Lors de la séance plénière du Sénat tenue le jeudi 9 juillet 2026, le sénateur Jean Saidi Bamanisa a appelé le gouvernement à rompre avec une approche dispersée des zones économiques spéciales (ZES) et à mettre en place une véritable stratégie industrielle nationale, durable et coordonnée à l’échelle du pays.
À l’occasion de l’examen du projet de réforme du régime des zones économiques spéciales, Jean Saidi Bamanisa a dénoncé l’absence d’une vision globale en matière d’industrialisation. Selon lui, la multiplication des exonérations fiscales et la création de projets isolés ne peuvent remplacer une politique structurée capable de transformer durablement l’économie congolaise.
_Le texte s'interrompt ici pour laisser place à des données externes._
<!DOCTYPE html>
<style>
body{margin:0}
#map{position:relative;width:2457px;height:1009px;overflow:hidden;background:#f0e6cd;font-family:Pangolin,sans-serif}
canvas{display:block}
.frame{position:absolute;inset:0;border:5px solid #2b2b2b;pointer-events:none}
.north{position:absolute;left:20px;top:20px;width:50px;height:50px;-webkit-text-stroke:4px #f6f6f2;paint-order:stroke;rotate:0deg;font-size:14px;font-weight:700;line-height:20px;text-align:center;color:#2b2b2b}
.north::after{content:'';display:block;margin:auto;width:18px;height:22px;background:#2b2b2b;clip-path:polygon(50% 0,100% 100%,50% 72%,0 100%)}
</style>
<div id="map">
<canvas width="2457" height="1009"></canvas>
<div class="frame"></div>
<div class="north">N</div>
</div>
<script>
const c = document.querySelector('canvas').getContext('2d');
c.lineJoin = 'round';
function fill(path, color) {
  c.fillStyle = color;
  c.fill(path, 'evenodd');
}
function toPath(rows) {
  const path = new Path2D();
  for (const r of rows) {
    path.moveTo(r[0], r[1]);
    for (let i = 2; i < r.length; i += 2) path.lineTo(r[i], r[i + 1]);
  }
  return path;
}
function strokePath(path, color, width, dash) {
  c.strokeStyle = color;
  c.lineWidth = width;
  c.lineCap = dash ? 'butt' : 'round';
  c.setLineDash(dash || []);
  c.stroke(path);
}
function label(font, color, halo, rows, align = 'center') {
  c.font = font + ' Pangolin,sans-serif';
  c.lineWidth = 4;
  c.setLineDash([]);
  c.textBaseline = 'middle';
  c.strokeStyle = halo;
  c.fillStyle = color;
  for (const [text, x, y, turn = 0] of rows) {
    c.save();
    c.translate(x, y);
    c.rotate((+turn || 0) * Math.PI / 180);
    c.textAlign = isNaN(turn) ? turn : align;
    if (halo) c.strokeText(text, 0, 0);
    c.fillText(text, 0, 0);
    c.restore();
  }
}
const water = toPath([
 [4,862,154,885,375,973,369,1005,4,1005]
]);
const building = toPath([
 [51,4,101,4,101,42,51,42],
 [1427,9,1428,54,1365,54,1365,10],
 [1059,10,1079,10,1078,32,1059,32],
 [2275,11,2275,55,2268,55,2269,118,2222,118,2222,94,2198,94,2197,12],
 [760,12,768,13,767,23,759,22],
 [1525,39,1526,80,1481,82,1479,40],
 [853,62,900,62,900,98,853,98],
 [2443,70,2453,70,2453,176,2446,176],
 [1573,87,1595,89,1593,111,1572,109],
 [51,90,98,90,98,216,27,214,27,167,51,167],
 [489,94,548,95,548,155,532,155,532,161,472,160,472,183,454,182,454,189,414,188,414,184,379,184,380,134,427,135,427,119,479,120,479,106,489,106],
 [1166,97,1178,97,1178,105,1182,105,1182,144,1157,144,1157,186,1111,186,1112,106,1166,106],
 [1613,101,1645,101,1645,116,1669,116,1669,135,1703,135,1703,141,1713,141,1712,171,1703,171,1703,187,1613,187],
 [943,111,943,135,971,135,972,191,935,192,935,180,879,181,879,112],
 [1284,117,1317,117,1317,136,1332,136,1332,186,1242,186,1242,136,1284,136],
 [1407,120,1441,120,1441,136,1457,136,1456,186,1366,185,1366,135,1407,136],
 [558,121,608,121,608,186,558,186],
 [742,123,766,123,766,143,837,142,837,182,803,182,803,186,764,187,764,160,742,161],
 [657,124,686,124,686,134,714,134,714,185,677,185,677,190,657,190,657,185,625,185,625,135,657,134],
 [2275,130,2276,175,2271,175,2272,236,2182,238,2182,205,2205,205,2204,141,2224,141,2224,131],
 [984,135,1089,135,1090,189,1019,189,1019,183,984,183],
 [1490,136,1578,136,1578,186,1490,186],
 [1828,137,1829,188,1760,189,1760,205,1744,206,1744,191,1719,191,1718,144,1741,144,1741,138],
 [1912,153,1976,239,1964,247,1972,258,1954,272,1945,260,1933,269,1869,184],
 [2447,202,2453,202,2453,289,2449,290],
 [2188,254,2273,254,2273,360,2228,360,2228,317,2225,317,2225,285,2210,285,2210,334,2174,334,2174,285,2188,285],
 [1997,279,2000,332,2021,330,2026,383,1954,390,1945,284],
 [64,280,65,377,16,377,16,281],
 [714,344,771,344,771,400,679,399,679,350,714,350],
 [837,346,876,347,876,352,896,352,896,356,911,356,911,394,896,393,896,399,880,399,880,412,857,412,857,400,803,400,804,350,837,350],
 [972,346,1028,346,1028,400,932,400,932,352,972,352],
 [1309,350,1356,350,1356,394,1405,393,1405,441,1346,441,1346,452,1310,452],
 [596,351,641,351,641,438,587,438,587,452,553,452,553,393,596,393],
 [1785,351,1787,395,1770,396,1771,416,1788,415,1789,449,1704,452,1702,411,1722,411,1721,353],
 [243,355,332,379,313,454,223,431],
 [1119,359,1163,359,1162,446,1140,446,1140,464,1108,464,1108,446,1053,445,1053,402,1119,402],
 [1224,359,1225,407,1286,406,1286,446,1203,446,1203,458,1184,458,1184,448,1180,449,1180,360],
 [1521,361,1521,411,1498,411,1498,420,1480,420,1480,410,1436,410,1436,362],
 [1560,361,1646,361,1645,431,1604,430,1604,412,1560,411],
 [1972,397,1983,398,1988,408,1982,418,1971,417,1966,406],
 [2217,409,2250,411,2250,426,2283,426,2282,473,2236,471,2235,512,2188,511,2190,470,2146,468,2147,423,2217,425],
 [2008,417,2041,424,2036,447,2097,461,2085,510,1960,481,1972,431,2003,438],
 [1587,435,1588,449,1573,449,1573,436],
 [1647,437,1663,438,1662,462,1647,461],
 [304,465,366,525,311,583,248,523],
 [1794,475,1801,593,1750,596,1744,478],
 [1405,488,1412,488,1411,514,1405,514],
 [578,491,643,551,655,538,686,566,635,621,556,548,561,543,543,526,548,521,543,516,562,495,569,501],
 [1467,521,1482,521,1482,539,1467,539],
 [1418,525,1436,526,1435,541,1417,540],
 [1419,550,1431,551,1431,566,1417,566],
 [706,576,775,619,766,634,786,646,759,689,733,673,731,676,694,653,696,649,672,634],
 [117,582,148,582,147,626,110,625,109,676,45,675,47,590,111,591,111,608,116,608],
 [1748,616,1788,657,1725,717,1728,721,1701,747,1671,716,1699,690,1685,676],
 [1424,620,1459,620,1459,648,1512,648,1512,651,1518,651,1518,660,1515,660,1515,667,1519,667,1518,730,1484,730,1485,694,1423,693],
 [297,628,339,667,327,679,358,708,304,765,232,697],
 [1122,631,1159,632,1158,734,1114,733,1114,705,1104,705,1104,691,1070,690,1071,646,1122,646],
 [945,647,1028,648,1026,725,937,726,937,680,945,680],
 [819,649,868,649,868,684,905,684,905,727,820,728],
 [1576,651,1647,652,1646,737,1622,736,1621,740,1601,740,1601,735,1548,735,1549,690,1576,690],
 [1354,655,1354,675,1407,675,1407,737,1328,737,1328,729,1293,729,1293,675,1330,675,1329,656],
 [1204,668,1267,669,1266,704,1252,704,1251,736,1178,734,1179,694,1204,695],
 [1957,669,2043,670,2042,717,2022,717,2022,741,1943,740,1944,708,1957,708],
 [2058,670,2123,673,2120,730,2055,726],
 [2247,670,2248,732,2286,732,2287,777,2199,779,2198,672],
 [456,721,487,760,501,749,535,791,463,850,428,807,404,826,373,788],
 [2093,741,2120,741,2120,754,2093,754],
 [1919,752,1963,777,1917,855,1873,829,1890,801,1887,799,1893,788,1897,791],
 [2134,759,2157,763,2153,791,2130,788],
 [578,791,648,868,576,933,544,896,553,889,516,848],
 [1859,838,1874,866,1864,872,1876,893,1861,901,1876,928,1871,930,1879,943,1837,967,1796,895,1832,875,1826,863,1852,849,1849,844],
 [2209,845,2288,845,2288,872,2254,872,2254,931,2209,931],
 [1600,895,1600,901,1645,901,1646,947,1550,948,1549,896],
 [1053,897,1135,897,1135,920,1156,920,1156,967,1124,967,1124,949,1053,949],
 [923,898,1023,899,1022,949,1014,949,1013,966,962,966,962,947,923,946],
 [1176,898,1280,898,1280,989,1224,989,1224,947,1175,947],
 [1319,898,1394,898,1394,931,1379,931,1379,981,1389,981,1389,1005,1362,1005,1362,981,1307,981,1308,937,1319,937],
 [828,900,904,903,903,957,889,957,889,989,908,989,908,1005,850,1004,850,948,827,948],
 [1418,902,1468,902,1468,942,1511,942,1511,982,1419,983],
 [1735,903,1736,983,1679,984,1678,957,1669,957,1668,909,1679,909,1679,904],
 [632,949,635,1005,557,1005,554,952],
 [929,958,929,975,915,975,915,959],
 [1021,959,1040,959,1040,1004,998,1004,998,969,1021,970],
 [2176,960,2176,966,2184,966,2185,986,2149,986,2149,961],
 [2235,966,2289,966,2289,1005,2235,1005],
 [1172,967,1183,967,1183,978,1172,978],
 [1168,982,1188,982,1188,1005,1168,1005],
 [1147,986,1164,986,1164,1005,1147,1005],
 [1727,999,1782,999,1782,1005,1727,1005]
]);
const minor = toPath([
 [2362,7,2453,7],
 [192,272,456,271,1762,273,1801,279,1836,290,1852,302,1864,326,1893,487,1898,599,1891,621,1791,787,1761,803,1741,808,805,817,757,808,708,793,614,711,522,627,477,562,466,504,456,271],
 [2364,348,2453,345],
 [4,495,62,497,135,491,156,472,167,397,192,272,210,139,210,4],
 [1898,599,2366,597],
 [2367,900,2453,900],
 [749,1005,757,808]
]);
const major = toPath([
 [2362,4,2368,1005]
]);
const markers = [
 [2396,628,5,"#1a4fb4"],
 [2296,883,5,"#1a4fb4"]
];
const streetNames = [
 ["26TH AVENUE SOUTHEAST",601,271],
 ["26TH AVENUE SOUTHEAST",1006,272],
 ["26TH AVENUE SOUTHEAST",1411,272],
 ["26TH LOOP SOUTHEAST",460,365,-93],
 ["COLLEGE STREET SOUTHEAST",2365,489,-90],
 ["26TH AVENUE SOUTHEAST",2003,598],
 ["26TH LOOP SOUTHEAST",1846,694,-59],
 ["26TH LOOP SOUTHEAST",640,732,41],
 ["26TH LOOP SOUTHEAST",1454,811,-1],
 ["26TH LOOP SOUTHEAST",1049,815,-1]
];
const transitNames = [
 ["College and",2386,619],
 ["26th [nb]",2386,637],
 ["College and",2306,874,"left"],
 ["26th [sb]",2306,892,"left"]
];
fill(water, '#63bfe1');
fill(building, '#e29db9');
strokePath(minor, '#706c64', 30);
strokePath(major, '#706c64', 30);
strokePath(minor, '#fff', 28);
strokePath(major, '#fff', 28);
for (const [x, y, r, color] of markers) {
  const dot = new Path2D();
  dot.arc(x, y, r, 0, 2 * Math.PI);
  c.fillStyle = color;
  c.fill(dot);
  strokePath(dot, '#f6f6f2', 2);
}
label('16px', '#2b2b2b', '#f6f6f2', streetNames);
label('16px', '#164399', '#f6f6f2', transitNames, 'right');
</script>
S’appuyant sur plus de vingt ans d’expérience dans le domaine du développement économique, le sénateur a rappelé que les premières réflexions autour de la zone économique spéciale de Maluku remontent à la fin des années 1990. Dès 2002, son cabinet Congo Partenariat Développement Conseil avait proposé un corridor industriel reliant Maluku à Kimpese et Banana. Il déplore toutefois le retard accumulé dans la concrétisation de ces projets ainsi que la dispersion des initiatives actuelles.
Jean Bamanisa a également critiqué certaines orientations dans l’implantation des unités industrielles, estimant que plusieurs investissements ont été réalisés loin des sources d’approvisionnement en matières premières et d’énergie. Cette situation, selon lui, entraîne une hausse des coûts de production et exerce une pression supplémentaire sur les infrastructures énergétiques, notamment à Kinshasa. Il a aussi regretté le non-respect de certains plans d’aménagement prévus pour la ZES de Maluku.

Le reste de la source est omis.